# YOUR OBJECTIVE
Print out every line of the listing below without alteration.

# WORKING DATA
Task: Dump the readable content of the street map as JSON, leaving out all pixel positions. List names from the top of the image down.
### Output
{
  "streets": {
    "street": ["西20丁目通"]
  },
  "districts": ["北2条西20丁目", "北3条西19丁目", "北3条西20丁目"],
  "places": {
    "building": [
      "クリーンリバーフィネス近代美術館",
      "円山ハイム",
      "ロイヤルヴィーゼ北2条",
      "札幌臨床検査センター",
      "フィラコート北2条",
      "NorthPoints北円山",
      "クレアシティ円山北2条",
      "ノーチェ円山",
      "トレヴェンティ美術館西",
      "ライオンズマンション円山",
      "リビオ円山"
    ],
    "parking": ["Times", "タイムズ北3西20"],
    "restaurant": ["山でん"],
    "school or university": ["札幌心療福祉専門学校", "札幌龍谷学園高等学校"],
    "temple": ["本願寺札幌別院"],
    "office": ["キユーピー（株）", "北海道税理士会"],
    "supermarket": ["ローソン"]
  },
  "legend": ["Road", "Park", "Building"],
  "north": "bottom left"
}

# RESPONSE AREA
Task: Dump the readable content of the street map as JSON, leaving out all pixel positions. List names from the top of the image down.
### Output
{
  "streets": {
    "street": ["西20丁目通"]
  },
  "districts": ["北2条西20丁目", "北3条西19丁目", "北3条西20丁目"],
  "places": {
    "building": [
      "クリーンリバーフィネス近代美術館",
      "円山ハイム",
      "ロイヤルヴィーゼ北2条",
      "札幌臨床検査センター",
      "フィラコート北2条",
      "NorthPoints北円山",
      "クレアシティ円山北2条",
      "ノーチェ円山",
      "トレヴェンティ美術館西",
      "ライオンズマンション円山",
      "リビオ円山"
    ],
    "parking": ["Times", "タイムズ北3西20"],
    "restaurant": ["山でん"],
    "school or university": ["札幌心療福祉専門学校", "札幌龍谷学園高等学校"],
    "temple": ["本願寺札幌別院"],
    "office": ["キユーピー（株）", "北海道税理士会"],
    "supermarket": ["ローソン"]
  },
  "legend": ["Road", "Park", "Building"],
  "north": "bottom left"
}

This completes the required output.